● **TASK PROMPT**: Below are records. Copy every line with "canvas" in it.

━━ STUDY MATERIAL ━━

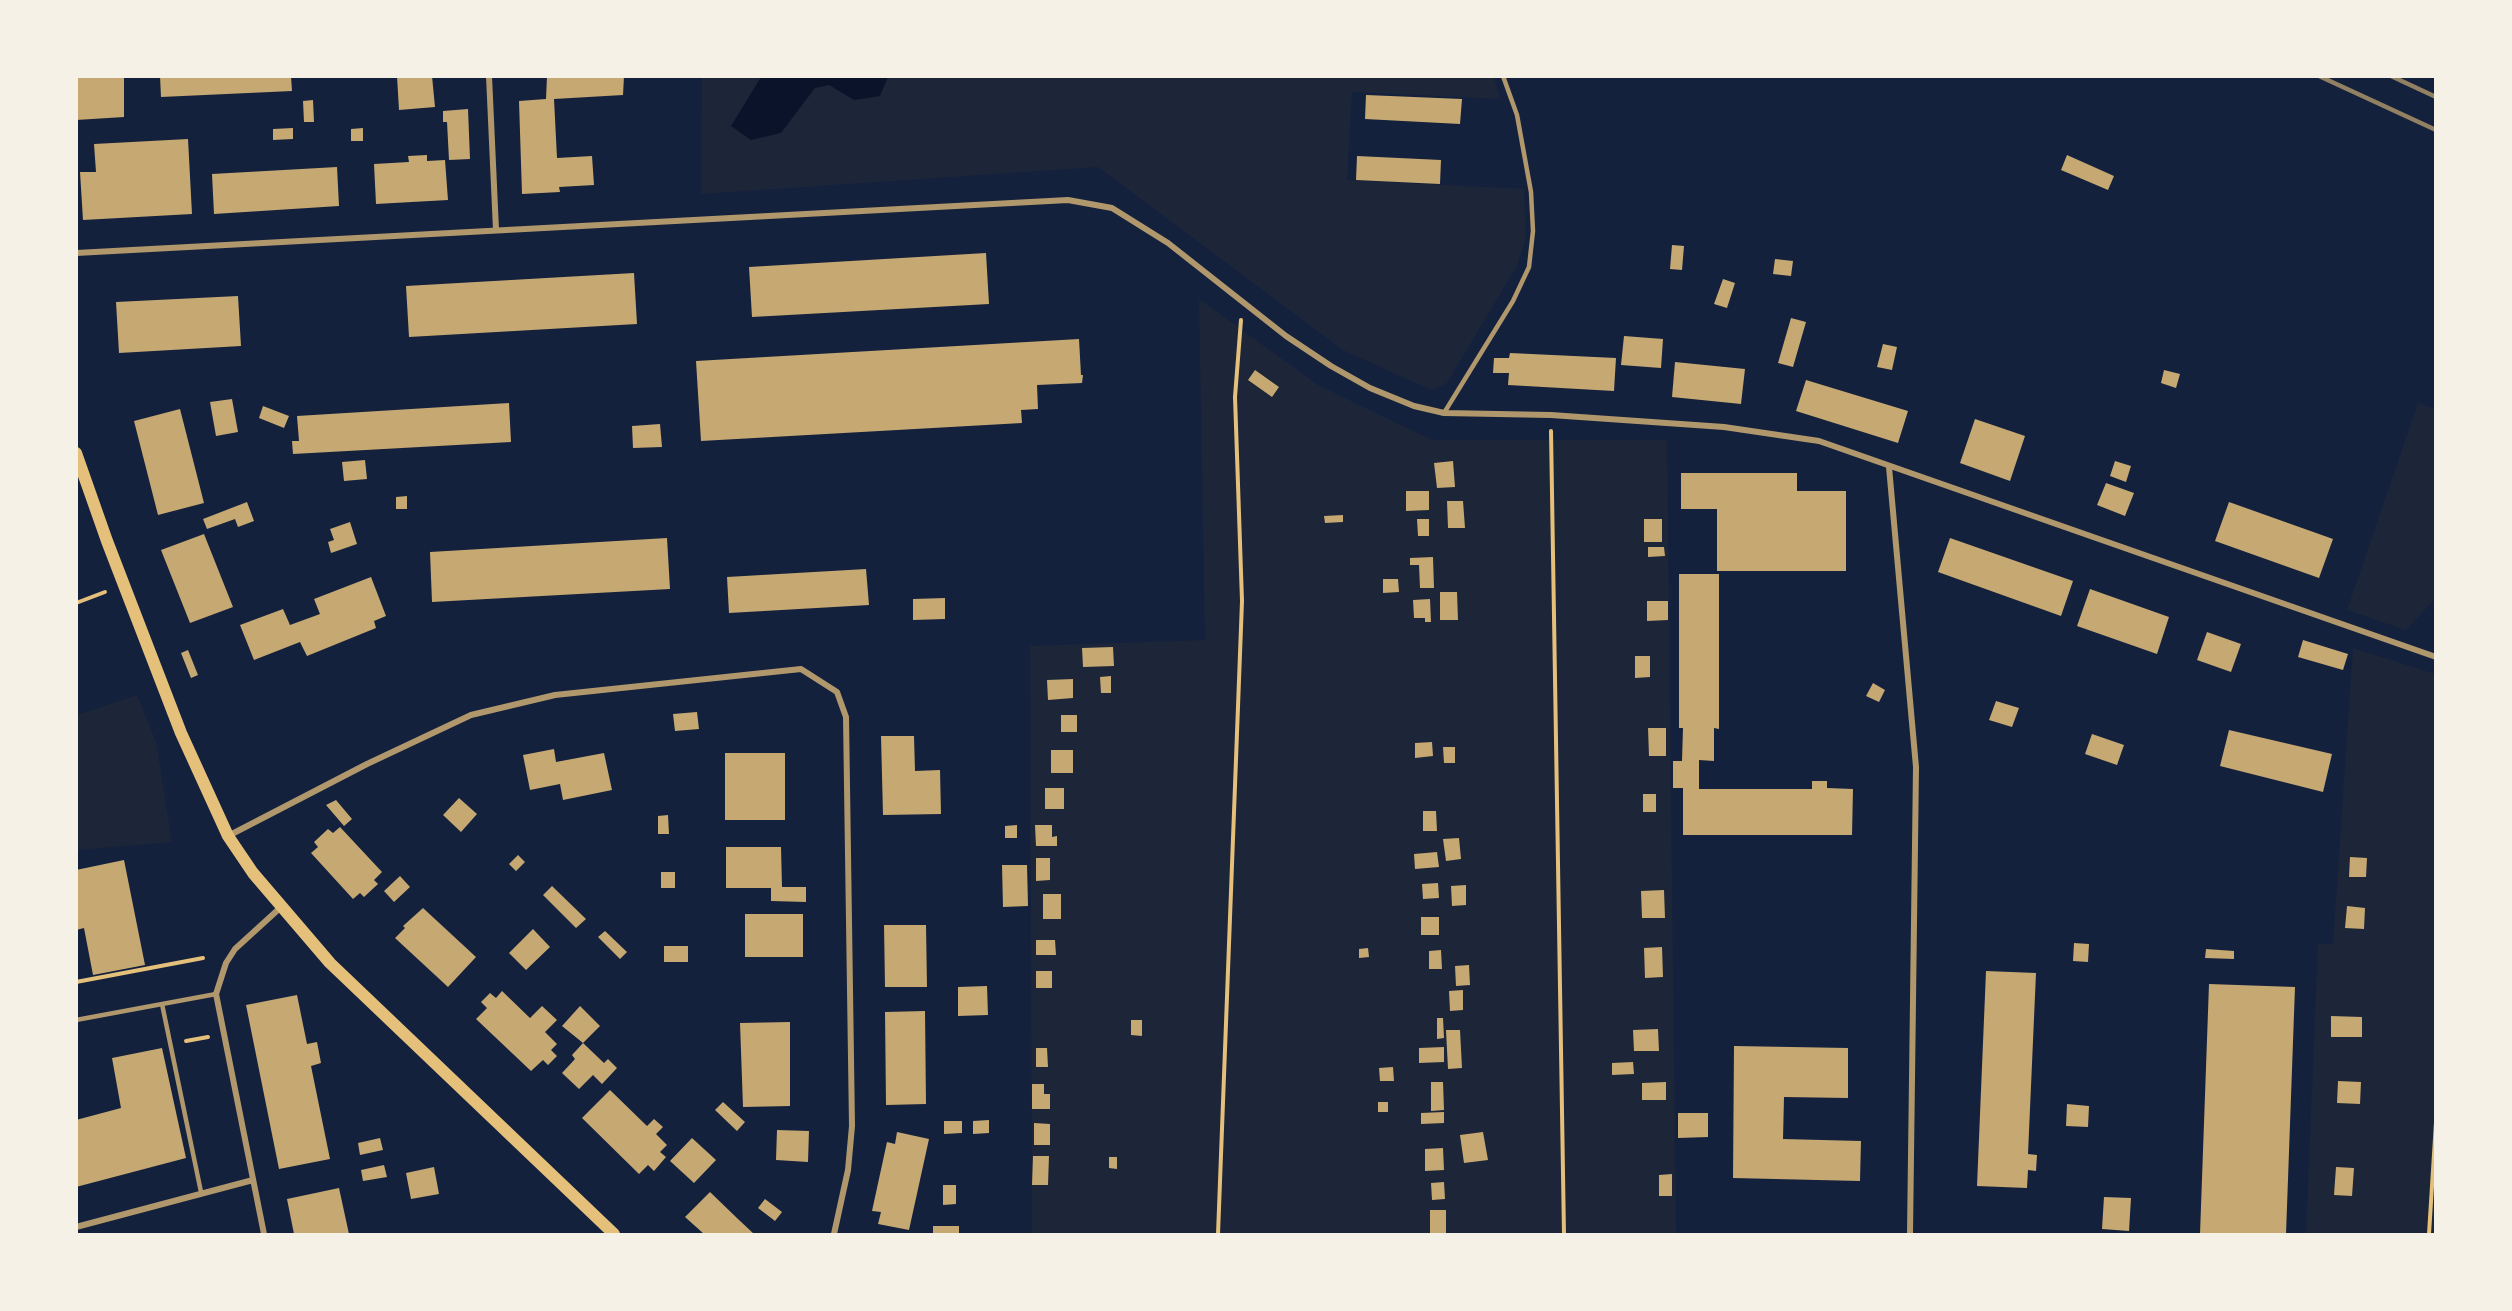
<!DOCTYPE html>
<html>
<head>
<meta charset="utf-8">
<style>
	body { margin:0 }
	#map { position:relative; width:2512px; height:1311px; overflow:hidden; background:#14213d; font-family:"Public Sans",sans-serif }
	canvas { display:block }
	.frame { position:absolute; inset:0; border:78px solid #f6f1e7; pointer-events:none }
</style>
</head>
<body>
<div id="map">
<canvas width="2512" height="1311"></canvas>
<div class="frame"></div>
</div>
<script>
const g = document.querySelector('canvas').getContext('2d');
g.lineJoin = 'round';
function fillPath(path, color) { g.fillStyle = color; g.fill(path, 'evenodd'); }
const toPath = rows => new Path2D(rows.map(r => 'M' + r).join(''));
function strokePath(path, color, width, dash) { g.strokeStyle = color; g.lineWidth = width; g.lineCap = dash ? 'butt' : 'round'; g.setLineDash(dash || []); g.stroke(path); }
const green = toPath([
	[702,77,1494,77,1500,99,1352,92,1347,180,1524,189,1526,238,1517,266,1447,383,1431,390,1343,350,1098,167,701,194],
	[1199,299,1318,385,1432,440,1667,440,1676,1234,1032,1234,1030,646,1205,640],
	[2418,403,2435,409,2435,599,2406,630,2347,610],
	[2353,648,2435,674,2435,1234,2306,1234,2318,944,2333,944],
	[137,695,156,742,172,842,77,850,77,715]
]);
const water = toPath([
	[761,77,761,76,888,77,880,96,854,100,829,85,815,88,781,133,751,140,731,126]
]);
const building = toPath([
	[76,76,124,76,124,117,76,120],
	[160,76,291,76,292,91,161,97],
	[397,76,432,76,435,107,399,110],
	[547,76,624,76,623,95,554,99,557,158,592,156,594,185,559,187,560,192,522,194,519,101,546,99],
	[1366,95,1462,99,1460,124,1365,119],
	[313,100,314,122,304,122,303,101],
	[468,109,470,159,449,160,447,122,443,122,443,111],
	[293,128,293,139,273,140,273,129],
	[363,128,363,141,351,141,351,129],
	[188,139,192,214,83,220,80,172,96,172,94,144],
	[427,155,427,161,445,160,448,200,376,204,374,164,409,162,408,156],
	[2067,155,2114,176,2108,190,2061,170],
	[1357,156,1441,160,1440,184,1356,180],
	[337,167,339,206,214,214,212,174],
	[1672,245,1684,246,1682,270,1670,269],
	[986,253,989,304,752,317,749,267],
	[1775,259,1793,261,1791,276,1773,274],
	[634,273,637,324,409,337,406,286],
	[1723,279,1735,283,1727,308,1714,304],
	[238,296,241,346,119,353,116,302],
	[1791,318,1806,322,1793,367,1778,363],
	[1624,336,1663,339,1661,368,1621,365],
	[1079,339,1081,375,1083,375,1082,383,1037,385,1038,409,1021,410,1022,423,701,441,696,361],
	[1883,344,1897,347,1892,370,1877,367],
	[1510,353,1616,358,1614,391,1508,385,1509,373,1493,373,1494,358,1509,358],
	[1675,362,1745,369,1741,404,1672,397],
	[1255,370,1279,387,1272,397,1248,380],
	[2164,370,2180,374,2176,388,2161,383],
	[1806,380,1908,411,1898,443,1796,411],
	[232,399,238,432,216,436,210,402],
	[509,403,511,442,293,454,292,441,299,441,297,416],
	[263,406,289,416,284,428,259,418],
	[180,409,204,503,158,515,134,421],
	[1975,419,2025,436,2010,481,1960,463],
	[660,424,662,447,633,448,632,426],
	[365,460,367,479,344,481,342,462],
	[1453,461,1455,487,1437,488,1434,463],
	[2115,461,2131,466,2126,482,2110,476],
	[1681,473,1797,473,1797,491,1846,491,1846,571,1717,571,1717,509,1681,509],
	[2106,483,2134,493,2125,516,2097,505],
	[1406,491,1429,491,1429,510,1406,511],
	[407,496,407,509,396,509,396,497],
	[1447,501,1463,501,1465,528,1448,528],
	[247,502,254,521,238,527,235,519,207,529,203,519],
	[2229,502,2333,539,2319,578,2215,541],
	[1343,515,1343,522,1325,523,1324,516],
	[1417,519,1429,519,1429,536,1418,536],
	[1644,519,1662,519,1662,542,1644,542],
	[350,522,357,544,331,553,328,542,334,540,330,529],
	[204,534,233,607,190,623,161,550],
	[667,538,670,589,432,602,430,552],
	[1950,538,2073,581,2061,616,1938,572],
	[1648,547,1664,547,1665,556,1648,557],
	[1433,557,1434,588,1420,588,1419,565,1410,565,1410,558],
	[866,569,869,605,729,613,727,577],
	[1679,574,1719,574,1719,729,1714,728,1714,761,1699,760,1699,789,1812,789,1812,781,1827,781,1827,788,1853,789,1852,835,1683,835,1683,788,1673,788,1673,761,1682,761,1683,728,1679,728],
	[371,577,386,616,374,621,376,628,307,656,300,642,254,660,240,625,283,609,290,625,320,614,314,599],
	[1383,579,1398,579,1399,592,1383,593],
	[2090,589,2169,617,2157,654,2077,626],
	[1440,592,1457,592,1458,620,1440,620],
	[945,598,945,619,913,620,913,599],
	[1430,599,1431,622,1425,622,1425,618,1414,618,1413,600],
	[1647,601,1668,601,1668,620,1647,621],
	[2207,632,2241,644,2231,672,2197,660],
	[2303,640,2348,654,2343,670,2298,657],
	[1113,647,1114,666,1083,667,1082,648],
	[188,650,198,675,191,678,181,653],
	[1635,656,1650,656,1650,677,1635,678],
	[1111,676,1111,693,1101,693,1100,677],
	[1073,679,1073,698,1048,700,1047,680],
	[1873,683,1885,690,1879,702,1866,696],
	[1996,701,2019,708,2012,727,1989,720],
	[697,712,699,729,675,731,673,714],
	[1061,715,1077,715,1077,732,1061,732],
	[1648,728,1666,728,1666,756,1649,756],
	[2229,730,2332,754,2323,792,2220,766],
	[2092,734,2124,745,2117,765,2085,754],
	[881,736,914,736,915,771,940,770,941,814,883,815],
	[1432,742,1433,756,1415,758,1415,743],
	[1443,747,1455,747,1455,763,1444,763],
	[554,749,556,762,604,753,612,790,563,800,560,784,530,790,523,755],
	[1051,750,1073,750,1073,773,1051,773],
	[725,753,785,753,785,820,725,820],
	[1045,788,1064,788,1064,809,1045,809],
	[1643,794,1656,794,1656,812,1643,812],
	[459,798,477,814,461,832,443,815],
	[336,800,352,819,344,826,326,805],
	[1423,811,1436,811,1437,831,1423,831],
	[668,815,669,834,658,834,658,816],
	[1017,825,1017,838,1005,838,1005,826],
	[1035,825,1052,825,1052,837,1057,836,1057,846,1036,846],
	[340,827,382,872,374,880,378,884,364,897,360,893,353,899,311,853,318,847,314,842,328,829,333,833],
	[1459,838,1461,859,1446,861,1443,839],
	[726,847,781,847,782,887,806,887,806,902,771,901,771,888,726,888],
	[1437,852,1439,867,1415,869,1414,854],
	[518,855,525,862,516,871,509,864],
	[2350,857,2367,858,2366,877,2349,877],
	[1036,858,1050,858,1050,880,1036,881],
	[124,860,145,965,93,975,84,928,76,930,76,870],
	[1002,865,1027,865,1028,906,1003,907],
	[661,872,675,872,675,888,661,888],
	[400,876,410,887,394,902,384,891],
	[1438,883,1439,898,1423,899,1422,884],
	[1466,885,1466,905,1452,906,1451,886],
	[552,886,586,919,576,928,543,895],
	[1664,890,1665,918,1642,918,1641,891],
	[1043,894,1061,894,1061,919,1043,919],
	[2347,906,2365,908,2364,929,2345,928],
	[423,908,476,957,448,987,395,938,405,928,403,926],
	[745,914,803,914,803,957,745,957],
	[1421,917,1439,917,1439,935,1421,935],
	[884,925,926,925,927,987,885,987],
	[533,929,550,947,526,970,509,953],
	[605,931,627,952,620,959,598,937],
	[1036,940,1055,940,1056,955,1036,955],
	[2074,943,2089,944,2088,962,2073,961],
	[664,946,688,946,688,962,664,962],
	[1662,947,1663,977,1645,978,1644,948],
	[1368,948,1369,957,1359,958,1359,949],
	[2206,949,2234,951,2234,959,2205,958],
	[1441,950,1442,969,1429,969,1429,951],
	[1469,965,1470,985,1456,986,1455,966],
	[1036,971,1052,971,1052,988,1036,988],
	[1986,971,2036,973,2028,1154,2037,1155,2036,1171,2028,1170,2027,1188,1977,1186],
	[2209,984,2295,987,2286,1234,2200,1234],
	[987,986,988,1015,958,1016,958,987],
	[1463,990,1463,1010,1450,1011,1449,991],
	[502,991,530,1018,542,1006,557,1020,545,1032,557,1044,551,1050,557,1056,548,1065,543,1060,531,1071,476,1019,487,1008,481,1002,490,993,496,998],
	[297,995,307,1044,317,1042,321,1063,311,1066,330,1159,279,1169,246,1005],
	[580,1006,600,1026,583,1043,604,1063,608,1059,617,1068,602,1084,593,1075,579,1089,562,1073,575,1059,572,1055,583,1043,562,1026],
	[925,1011,926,1104,886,1105,885,1012],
	[2331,1016,2362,1017,2362,1037,2331,1037],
	[1437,1018,1443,1018,1444,1038,1437,1039],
	[1131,1020,1142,1020,1142,1036,1131,1035],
	[790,1022,790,1106,743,1107,740,1023],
	[1658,1029,1659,1051,1634,1051,1633,1030],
	[1446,1030,1460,1030,1462,1068,1448,1069],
	[1734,1046,1848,1048,1848,1098,1784,1097,1783,1139,1861,1141,1860,1181,1733,1178],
	[1444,1047,1444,1062,1419,1063,1419,1048],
	[162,1048,186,1158,76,1187,76,1120,121,1108,112,1058],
	[1036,1048,1047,1048,1048,1067,1036,1067],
	[1633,1062,1634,1074,1612,1075,1612,1063],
	[1393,1067,1394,1081,1380,1081,1379,1068],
	[2338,1081,2361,1082,2360,1104,2337,1103],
	[1431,1082,1443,1082,1444,1110,1431,1111],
	[1666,1082,1666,1100,1642,1100,1642,1083],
	[1032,1084,1044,1084,1044,1094,1050,1094,1050,1109,1032,1109],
	[610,1090,647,1126,654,1119,663,1127,656,1134,667,1145,660,1152,666,1157,654,1171,648,1165,639,1174,582,1118],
	[723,1102,745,1122,737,1131,715,1110],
	[1378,1102,1388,1102,1388,1112,1378,1112],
	[2067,1104,2089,1106,2088,1127,2066,1126],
	[1444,1112,1444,1123,1421,1124,1421,1113],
	[1678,1113,1708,1113,1708,1137,1678,1138],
	[989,1120,989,1133,973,1134,973,1121],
	[944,1121,962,1121,962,1133,944,1134],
	[1034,1123,1050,1124,1050,1145,1034,1145],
	[777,1130,809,1131,808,1162,776,1160],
	[897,1132,929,1139,909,1230,878,1224,881,1212,872,1211,887,1142,895,1144],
	[1483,1132,1488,1160,1464,1163,1460,1135],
	[380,1138,383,1150,360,1155,358,1143],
	[692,1138,716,1160,694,1183,670,1161],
	[1443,1148,1444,1170,1425,1171,1425,1149],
	[1033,1156,1049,1156,1048,1185,1032,1185],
	[1109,1157,1117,1157,1117,1169,1109,1168],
	[384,1165,387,1177,363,1181,361,1170],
	[434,1167,439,1194,411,1199,406,1173],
	[2336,1167,2354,1168,2352,1196,2334,1195],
	[1672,1174,1672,1196,1659,1196,1659,1175],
	[1444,1182,1445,1199,1432,1200,1431,1183],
	[943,1185,956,1185,956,1204,943,1205],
	[339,1188,349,1234,294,1234,287,1199],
	[710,1192,738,1219,754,1234,704,1234,685,1217],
	[2104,1197,2131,1198,2129,1231,2102,1229],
	[765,1199,782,1212,775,1221,758,1208],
	[1430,1210,1446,1210,1446,1234,1430,1234],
	[933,1226,959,1226,959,1234,933,1234]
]);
const path = toPath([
	[1551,431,1564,1234],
	[76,603,105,592],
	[76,982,203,958],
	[186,1041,208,1037],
	[1218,1234,1242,601,1235,397,1241,320],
	[2429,1234,2436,1122]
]);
const service = toPath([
	[1444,413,1513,301,1529,267,1533,231,1531,192,1517,115,1503,76],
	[162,1004,201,1192],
	[76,1020,216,994]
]);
const minor = toPath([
	[489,76,496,230],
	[76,253,1068,200,1112,208,1168,243,1286,336,1331,366,1370,388,1414,406,1444,413,1551,415,1724,427,1819,441,2436,657],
	[1889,467,1916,767,1910,1234],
	[228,836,367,764,471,715,555,695,801,669,837,692,846,717,852,1126,848,1170,834,1234],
	[76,1227,253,1180],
	[264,1234,216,994,226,963,235,949,280,908]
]);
const secondary = toPath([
	[76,453,107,541,181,733,228,836,253,873,330,963,614,1234]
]);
const rail = toPath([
	[2319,76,2436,130],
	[2391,76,2436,97]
]);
fillPath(green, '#1d2539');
fillPath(water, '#0b132b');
fillPath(building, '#c6a872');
strokePath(path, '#e5c07b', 4);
strokePath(service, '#b1986c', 4.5);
strokePath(minor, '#b1986c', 6);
strokePath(secondary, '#e5c07b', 12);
strokePath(rail, '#918062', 4.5);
</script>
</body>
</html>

━━━

● **RESPONSE TO THE EXERCISE**:
	canvas { display:block }
<canvas width="2512" height="1311"></canvas>
const g = document.querySelector('canvas').getContext('2d');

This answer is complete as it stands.